In January, over seven years after his initial capture, El-Gharani finally had his case reviewed in a US court, following the Supreme Court’s ruling, in June 2008, that the prisoners had habeas corpus rights; in other words, the right to ask a court why they were being held. Judge Richard Leon, who had granted the habeas petitions of five Algerian prisoners in November, ruling that the government had failed to establish a case against them, was, if anything, even more dismissive of the claims against El-Gharani.

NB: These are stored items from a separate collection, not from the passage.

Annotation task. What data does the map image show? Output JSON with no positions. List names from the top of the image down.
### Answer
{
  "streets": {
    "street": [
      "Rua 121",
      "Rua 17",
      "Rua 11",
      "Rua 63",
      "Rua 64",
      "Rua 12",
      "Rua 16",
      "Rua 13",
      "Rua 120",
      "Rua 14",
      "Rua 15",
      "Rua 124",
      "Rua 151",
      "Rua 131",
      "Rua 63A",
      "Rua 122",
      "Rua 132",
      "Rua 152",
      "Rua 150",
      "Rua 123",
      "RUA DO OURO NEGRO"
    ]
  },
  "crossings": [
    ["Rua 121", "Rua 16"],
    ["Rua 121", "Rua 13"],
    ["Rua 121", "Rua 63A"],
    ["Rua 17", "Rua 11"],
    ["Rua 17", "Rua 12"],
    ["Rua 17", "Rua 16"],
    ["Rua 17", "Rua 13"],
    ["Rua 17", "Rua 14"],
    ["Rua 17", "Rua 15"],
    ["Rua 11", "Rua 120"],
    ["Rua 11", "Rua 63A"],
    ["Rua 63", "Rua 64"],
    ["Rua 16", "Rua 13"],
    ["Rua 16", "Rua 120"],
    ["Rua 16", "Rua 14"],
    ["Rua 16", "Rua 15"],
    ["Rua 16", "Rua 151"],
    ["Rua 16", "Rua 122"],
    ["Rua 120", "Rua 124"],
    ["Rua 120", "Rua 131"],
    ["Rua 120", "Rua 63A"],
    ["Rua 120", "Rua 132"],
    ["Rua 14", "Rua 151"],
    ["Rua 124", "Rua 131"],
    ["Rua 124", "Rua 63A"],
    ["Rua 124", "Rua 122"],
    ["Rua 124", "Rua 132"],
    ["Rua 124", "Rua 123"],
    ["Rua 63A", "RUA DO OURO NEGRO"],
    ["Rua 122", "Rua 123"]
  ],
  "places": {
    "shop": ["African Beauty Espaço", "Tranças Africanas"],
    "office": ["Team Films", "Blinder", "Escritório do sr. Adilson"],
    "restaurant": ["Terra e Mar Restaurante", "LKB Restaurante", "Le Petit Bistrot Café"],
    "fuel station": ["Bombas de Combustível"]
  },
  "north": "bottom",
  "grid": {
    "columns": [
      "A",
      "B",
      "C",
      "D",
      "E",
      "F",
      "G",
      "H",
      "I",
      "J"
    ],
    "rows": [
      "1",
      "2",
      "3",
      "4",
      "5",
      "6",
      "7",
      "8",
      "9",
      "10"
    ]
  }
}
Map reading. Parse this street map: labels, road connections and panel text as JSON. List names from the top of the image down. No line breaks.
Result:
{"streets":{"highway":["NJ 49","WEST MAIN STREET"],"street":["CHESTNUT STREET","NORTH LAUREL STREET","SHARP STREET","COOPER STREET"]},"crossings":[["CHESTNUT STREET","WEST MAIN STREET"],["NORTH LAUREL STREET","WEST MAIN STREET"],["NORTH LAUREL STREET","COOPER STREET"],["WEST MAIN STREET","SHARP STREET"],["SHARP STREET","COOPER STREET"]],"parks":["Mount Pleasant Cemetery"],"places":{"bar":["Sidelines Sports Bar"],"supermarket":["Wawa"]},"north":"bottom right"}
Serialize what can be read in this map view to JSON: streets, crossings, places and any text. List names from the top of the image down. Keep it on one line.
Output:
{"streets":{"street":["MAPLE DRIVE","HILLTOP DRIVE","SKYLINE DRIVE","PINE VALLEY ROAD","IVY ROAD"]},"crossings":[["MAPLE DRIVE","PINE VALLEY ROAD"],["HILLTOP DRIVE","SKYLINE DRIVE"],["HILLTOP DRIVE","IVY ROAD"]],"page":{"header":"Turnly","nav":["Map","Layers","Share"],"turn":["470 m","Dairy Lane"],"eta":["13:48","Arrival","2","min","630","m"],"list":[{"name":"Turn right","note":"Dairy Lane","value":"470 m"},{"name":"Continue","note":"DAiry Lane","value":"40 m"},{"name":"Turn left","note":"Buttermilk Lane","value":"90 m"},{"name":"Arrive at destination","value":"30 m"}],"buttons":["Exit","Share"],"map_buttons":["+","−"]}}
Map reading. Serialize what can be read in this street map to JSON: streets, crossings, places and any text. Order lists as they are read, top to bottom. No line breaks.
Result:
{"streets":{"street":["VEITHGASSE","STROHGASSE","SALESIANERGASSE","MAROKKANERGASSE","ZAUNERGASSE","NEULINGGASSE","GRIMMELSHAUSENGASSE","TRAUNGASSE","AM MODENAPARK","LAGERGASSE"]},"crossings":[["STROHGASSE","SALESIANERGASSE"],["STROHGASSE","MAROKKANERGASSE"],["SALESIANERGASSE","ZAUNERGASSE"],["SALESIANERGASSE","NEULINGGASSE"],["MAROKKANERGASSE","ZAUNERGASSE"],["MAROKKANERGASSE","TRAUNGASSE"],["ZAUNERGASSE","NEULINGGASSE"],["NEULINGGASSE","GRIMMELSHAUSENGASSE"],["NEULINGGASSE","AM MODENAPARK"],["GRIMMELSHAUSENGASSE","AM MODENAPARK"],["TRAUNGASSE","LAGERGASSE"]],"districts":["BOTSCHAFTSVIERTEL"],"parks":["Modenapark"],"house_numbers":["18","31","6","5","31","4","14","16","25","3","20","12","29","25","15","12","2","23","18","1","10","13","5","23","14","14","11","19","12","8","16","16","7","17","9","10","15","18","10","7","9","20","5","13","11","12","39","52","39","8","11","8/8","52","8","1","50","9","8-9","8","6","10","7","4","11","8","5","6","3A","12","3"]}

In his habeas petition, El-Gharani insisted, as he had throughout his detention, that he “traveled to Pakistan from Saudi Arabia at the age of 14 to escape discrimination against Chadians in that country, acquire computer and English skills, and make a better life for himself,” and that he “remained there until his arrest,” although the government claimed that he “arrived in Afghanistan at some unspecified time in 2001,” and was “part of or supporting Taliban or al-Qaeda forces,” for a variety of reasons, including claims that he received military training at an al-Qaeda-affiliated military training camp, fought against US and allied forces at the battle of Tora Bora, and was a member of an al-Qaeda cell based in London.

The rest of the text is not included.